About this exercise: Search the data below for the word "color" and copy each line that holds it.

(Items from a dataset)
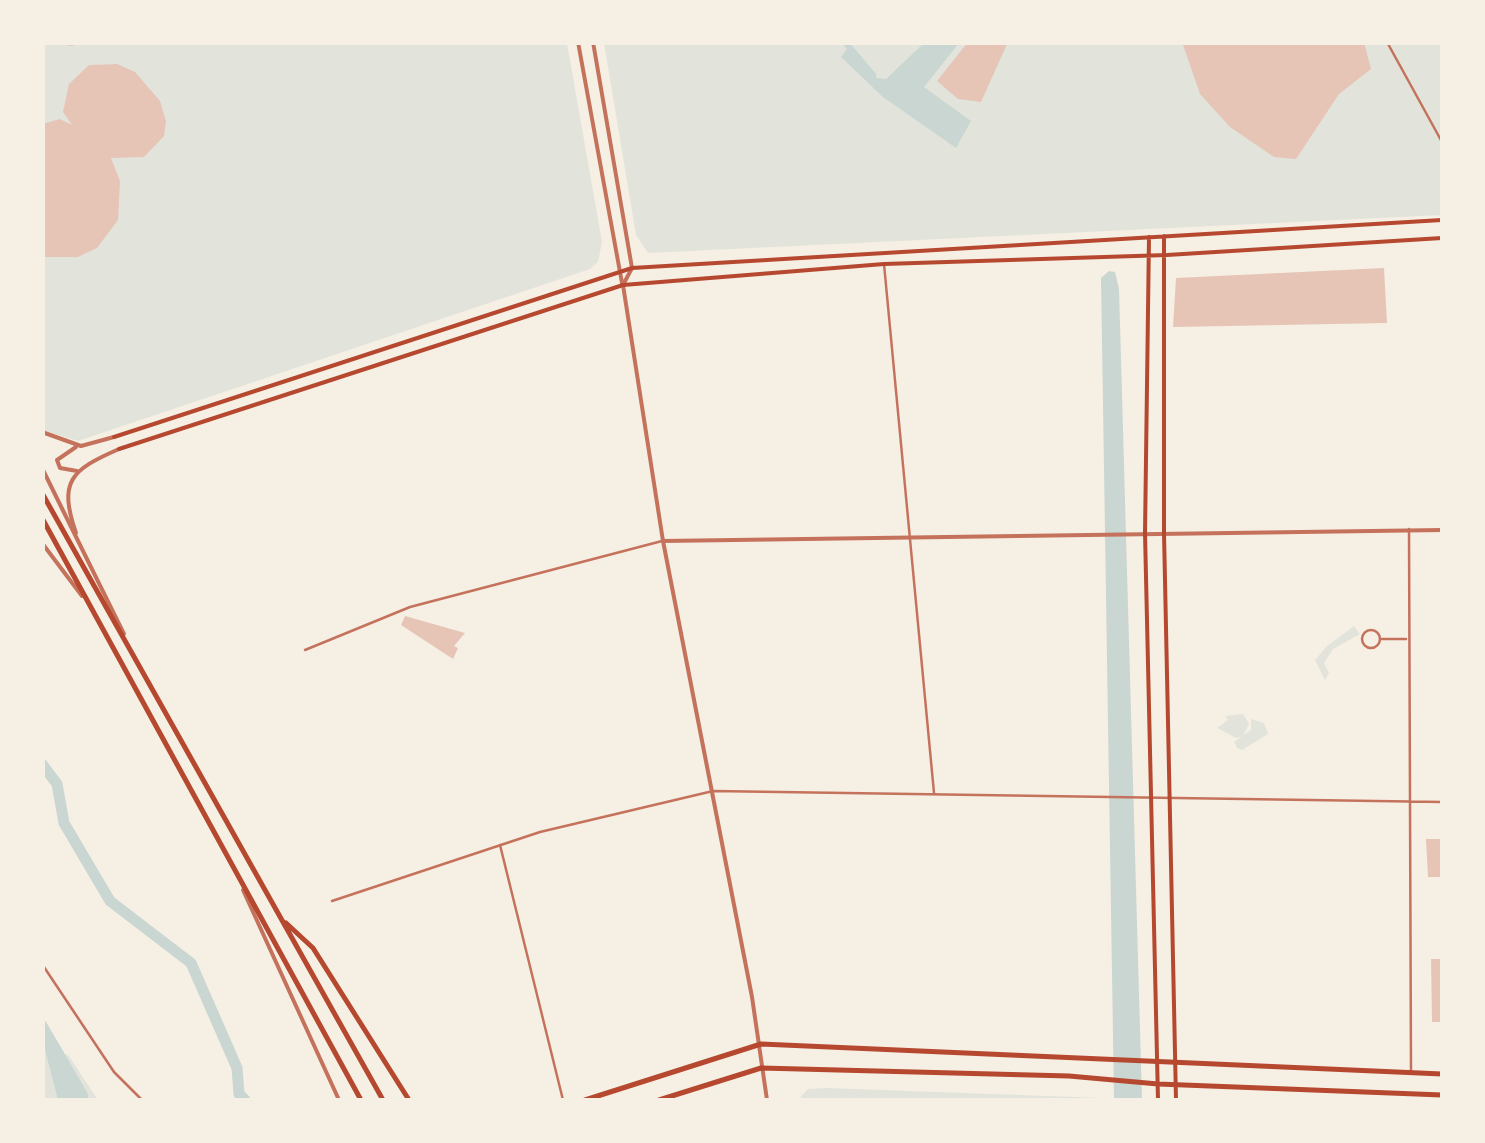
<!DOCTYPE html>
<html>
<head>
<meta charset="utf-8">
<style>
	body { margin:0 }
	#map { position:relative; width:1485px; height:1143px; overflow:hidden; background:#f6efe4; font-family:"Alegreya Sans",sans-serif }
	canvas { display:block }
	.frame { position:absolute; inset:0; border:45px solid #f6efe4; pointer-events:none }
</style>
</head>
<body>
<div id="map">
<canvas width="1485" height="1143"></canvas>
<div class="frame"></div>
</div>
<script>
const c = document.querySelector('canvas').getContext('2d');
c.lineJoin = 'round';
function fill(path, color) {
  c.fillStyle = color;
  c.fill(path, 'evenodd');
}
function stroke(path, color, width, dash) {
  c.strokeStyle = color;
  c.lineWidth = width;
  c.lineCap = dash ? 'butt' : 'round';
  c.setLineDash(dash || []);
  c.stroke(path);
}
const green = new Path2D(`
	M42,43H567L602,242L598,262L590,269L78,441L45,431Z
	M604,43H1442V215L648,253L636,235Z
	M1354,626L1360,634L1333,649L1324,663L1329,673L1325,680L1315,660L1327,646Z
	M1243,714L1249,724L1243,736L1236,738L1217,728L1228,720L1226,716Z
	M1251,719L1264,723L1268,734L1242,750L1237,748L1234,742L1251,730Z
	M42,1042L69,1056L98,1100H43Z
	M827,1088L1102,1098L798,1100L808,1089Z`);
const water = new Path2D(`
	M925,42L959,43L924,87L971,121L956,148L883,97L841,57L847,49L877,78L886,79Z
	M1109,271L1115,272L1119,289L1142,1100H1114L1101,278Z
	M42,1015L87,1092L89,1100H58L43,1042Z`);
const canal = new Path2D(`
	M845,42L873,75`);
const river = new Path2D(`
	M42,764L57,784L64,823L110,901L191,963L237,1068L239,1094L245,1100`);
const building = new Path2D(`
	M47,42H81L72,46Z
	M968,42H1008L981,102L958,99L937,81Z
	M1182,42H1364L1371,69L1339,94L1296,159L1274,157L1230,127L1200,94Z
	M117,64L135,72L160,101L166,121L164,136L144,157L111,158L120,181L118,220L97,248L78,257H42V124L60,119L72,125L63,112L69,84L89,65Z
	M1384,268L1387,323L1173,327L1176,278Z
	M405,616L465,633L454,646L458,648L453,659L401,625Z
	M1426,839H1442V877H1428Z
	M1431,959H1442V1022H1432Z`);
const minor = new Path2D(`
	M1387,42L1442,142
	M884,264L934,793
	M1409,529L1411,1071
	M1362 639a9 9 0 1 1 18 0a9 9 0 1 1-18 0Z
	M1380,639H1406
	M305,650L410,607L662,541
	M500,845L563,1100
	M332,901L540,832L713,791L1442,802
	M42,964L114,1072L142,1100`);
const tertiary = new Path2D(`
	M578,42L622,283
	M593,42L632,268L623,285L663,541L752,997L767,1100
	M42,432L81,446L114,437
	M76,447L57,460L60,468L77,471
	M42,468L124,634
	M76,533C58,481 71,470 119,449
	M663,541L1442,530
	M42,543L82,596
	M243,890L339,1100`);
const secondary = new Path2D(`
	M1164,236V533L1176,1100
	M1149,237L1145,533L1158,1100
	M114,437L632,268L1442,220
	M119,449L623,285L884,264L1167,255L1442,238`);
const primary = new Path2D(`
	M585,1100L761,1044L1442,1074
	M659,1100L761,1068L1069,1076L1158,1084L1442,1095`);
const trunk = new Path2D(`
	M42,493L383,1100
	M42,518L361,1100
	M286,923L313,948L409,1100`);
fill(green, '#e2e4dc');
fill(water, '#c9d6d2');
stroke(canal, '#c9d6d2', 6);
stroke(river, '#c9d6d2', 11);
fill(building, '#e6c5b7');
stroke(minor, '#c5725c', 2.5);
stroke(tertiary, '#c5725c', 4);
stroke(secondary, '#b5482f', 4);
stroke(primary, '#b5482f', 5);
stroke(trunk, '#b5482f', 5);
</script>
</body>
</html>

Solution:
function fill(path, color) {
  c.fillStyle = color;
function stroke(path, color, width, dash) {
  c.strokeStyle = color;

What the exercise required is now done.